Louisiana GOP Isn’t Ready To Ban Former KKK Leader David Duke From Running For Office

Former Ku Klux Klan leader David Duke at the Louisiana Secretary of State’s office in Baton Rouge, La., on Friday, July 22, 2016. CREDIT: AP Photo/Max Becherer

Louisiana Republicans decided this weekend that it’s not worth the political capital to ban former Ku Klux Klan grand wizard David Duke and other white supremacists from running for office on their ticket.

The state’s GOP was scheduled to hold a vote Saturday on whether to amend its bylaws to automatically ban any former felons and to allow a vote to ban anyone else party officials dislike from running on the Republican ticket. The vote could have prevented the former KKK leader from running in state elections after November.

But according to the New Orleans Times Picayune, the group deferred Saturday’s vote because of fears that deciding to ban the KKK leader would lead to costly litigation. The party will not reconsider the rule change until 2017, after Duke appears on the ballot.

Duke announced in July, one day after Donald Trump officially accepted the GOP nomination, that he would run for Louisiana’s open seat in the U.S. Senate. Citing Trump’s success this year, Duke said he saw an opening for his white supremacist, anti-Semitic, and racist agenda.

“I am overjoyed to see Donald Trump and most Americans embrace most of the issues I’ve championed for years,” Duke said in a video announcing his candidacy.

Because of Louisiana’s jungle primary, the state GOP can’t do anything to prevent Duke from being listed on the ballot. Charlie Buckels, the party’s finance chairman, told the Times Picayune before the scheduled vote that Duke “has every right to run for office, but we believe he does not have the right to run under the Republican banner.”

It’s also too late for the party to block Duke from appearing on the November ballot as a Republican, but the group could have decided on Saturday to prevent him and other white supremacists from affiliating with their party in future elections.

Duke plead guilty in 2002 to bilking his supporters and cheating on his taxes and was sentenced to 15 months in prison. Before his incarceration, he served one term in the Louisiana House in the late 1980s and attempted to run for the U.S. Senate in 1990, for Louisiana governor the year after, and for the House in 1999, losing all three times.

The Louisiana GOP has clear rationale to block a man who formerly led the state’s KKK from running on their ballot, but the decision to use his felony conviction as a disqualifier is problematic. Committing a crime does not constitutionally disqualify someone from serving in Congress, although individual state parties are free to decide who can run under their banners.

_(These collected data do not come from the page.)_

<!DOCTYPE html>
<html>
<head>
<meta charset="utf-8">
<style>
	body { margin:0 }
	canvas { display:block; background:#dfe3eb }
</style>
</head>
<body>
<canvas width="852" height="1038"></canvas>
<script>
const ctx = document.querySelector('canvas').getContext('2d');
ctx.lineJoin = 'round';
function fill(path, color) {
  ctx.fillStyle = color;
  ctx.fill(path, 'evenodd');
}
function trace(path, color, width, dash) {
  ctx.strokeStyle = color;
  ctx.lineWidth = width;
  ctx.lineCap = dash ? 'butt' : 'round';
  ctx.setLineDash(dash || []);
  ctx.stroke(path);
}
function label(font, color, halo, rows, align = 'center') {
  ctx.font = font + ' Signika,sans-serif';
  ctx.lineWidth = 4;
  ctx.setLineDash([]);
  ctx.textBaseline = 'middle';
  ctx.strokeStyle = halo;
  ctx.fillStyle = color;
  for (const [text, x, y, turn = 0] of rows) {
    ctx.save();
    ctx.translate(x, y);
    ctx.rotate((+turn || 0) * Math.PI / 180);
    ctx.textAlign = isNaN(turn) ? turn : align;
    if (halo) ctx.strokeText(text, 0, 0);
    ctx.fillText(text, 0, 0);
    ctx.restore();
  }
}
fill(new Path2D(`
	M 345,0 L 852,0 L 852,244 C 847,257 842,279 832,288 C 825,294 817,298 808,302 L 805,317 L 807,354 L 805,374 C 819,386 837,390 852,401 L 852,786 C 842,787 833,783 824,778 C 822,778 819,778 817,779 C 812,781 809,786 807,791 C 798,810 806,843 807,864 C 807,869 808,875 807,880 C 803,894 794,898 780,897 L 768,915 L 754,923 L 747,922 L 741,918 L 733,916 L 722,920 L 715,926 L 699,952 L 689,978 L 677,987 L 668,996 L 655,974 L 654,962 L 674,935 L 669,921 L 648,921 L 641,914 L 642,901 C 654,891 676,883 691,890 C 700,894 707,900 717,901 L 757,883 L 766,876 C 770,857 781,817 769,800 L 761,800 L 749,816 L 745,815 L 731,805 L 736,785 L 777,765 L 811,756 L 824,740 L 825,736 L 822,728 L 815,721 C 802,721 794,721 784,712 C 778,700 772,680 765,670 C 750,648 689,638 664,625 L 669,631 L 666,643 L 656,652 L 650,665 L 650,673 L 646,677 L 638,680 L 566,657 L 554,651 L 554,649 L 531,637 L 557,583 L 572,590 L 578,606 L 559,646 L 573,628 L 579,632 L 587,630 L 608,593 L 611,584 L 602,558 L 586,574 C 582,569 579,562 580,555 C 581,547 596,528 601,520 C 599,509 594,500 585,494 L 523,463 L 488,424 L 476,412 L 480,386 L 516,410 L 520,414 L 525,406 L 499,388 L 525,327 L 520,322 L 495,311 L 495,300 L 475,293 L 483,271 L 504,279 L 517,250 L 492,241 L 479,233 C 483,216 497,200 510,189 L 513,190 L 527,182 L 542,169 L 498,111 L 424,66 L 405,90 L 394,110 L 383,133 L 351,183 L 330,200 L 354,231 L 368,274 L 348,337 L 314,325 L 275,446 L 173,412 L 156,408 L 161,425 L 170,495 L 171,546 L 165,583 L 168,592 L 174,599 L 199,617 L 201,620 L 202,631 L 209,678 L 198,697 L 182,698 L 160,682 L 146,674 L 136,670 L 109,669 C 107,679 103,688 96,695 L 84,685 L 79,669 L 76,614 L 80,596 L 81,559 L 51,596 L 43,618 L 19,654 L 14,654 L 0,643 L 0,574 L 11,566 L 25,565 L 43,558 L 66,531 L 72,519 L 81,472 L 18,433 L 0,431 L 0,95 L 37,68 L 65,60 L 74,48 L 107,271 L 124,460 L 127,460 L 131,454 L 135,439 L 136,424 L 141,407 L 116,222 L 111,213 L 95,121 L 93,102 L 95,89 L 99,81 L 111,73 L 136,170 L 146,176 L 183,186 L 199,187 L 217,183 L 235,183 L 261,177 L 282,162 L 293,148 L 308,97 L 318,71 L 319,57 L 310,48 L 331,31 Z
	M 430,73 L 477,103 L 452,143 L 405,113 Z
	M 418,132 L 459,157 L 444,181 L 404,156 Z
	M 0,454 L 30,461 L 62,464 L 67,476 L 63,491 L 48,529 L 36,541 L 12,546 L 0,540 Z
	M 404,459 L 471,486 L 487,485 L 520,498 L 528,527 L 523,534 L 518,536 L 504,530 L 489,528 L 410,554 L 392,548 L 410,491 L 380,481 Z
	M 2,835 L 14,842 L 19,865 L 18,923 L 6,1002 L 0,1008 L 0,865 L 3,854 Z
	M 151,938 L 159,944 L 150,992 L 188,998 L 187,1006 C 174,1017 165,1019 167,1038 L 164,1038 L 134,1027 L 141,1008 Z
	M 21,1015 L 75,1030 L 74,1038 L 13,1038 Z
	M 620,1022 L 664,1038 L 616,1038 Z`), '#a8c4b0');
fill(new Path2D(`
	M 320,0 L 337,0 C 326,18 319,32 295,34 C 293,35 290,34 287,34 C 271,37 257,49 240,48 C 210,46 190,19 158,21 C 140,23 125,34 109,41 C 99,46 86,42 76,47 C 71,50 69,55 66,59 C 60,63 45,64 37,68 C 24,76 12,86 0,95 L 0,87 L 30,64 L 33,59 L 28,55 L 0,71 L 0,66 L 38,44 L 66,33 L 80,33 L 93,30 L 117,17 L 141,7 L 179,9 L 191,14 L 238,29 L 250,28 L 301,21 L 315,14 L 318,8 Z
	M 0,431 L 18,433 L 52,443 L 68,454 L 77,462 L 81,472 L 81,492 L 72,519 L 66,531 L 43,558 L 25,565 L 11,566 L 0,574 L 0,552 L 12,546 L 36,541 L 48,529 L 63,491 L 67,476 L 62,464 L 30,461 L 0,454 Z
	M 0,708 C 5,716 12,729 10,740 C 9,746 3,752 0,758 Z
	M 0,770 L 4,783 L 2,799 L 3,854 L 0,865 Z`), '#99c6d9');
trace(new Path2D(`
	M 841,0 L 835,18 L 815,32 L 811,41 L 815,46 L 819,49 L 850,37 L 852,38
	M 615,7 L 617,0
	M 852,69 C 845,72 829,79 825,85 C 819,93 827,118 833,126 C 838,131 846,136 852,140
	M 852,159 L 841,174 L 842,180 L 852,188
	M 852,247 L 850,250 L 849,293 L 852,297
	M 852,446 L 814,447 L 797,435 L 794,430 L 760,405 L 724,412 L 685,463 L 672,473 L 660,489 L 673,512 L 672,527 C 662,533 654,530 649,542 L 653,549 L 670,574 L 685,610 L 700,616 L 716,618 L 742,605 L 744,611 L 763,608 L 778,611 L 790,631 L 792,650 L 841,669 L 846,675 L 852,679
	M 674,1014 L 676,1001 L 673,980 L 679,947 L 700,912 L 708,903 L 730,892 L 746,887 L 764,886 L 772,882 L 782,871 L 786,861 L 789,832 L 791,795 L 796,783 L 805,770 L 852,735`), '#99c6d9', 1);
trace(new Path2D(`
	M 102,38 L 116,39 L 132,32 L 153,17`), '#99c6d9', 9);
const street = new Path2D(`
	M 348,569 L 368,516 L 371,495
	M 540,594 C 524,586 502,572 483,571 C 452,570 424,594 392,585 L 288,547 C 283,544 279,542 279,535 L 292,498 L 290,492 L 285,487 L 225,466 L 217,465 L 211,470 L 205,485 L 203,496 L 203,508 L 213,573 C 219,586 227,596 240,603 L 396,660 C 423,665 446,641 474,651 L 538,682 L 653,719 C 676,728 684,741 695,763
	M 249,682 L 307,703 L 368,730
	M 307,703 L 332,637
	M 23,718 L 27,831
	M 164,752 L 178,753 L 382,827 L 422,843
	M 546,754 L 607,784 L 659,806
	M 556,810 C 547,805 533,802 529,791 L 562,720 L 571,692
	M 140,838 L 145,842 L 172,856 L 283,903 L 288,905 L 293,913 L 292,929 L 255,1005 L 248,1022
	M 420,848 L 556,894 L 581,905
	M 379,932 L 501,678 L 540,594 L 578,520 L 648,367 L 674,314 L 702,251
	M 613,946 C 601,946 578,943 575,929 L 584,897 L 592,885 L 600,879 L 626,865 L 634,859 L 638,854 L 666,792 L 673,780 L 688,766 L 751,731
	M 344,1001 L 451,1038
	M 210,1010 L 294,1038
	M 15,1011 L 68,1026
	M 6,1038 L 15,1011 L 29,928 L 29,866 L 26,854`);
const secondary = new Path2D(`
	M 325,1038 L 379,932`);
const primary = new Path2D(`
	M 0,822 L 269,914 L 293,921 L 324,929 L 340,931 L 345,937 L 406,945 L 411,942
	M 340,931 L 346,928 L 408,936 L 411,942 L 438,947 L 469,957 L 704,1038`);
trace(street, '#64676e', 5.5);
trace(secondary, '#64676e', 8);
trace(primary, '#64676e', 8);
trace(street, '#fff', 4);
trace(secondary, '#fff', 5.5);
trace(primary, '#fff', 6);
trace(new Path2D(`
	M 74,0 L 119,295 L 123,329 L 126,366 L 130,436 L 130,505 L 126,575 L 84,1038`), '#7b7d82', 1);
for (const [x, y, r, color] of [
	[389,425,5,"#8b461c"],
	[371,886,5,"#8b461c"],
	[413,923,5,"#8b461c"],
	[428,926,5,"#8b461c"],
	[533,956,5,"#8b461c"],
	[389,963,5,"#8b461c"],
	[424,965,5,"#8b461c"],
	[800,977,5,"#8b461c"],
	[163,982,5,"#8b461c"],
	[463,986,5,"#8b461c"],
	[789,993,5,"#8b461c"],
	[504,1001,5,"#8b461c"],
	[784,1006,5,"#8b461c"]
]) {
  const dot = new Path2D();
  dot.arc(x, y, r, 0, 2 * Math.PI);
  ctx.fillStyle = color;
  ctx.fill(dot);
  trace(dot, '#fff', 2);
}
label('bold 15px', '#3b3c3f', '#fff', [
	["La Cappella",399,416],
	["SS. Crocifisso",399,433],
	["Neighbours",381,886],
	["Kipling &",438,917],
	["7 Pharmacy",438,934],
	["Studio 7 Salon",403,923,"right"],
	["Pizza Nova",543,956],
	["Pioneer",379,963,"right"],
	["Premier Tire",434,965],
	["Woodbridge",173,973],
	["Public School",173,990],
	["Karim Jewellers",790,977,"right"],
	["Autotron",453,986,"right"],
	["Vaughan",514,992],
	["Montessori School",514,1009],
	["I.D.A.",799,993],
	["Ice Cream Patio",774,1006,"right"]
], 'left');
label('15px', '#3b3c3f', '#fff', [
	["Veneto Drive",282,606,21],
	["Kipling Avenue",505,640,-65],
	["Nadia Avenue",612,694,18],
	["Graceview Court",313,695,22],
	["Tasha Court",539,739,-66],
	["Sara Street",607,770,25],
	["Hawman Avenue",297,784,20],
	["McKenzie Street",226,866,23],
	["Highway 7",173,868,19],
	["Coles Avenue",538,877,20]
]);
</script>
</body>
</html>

Some states put time restrictions on felons, blocking them from running for office for ten or 15 years after their crime, while others permanently ban those who have committed crimes of “moral turpitude” from running for office. But more and more states are reconsidering, noting the importance of rehabilitation post-incarceration, and lifting bans blocking former felons from both voting and running for office.

In addition to banning felons, the proposed bylaws would allow the party to block others from running as Republicans if three-quarters of the State Central Committee voted to bar that person. The state was not clear what criteria could be used, or whether the party would attempt to bar other white supremacists or those with connections to white supremacists like Trump.

Hillary Clinton has highlighted the connection between Duke and Trump, releasing a video and speaking last week about the Republican nominee’s close ties to white supremacists.

The Louisiana GOP and Duke’s campaign did not respond to ThinkProgress’ requests for comment, but Duke’s campaign coordinator Mike Lawrence provided a letter to the Daily Beast last week in which Duke blasted his pending expulsion, comparing it to the work of the Communist Party “in the Soviet Union.”

“This is the right of the people not the bosses,” Duke wrote.

Lawrence added that the Louisiana GOP, which he claims tried to sabotage Trump’s nomination and give its delegates to Ted Cruz, “function[s] as a totalitarian organization and done so for years.”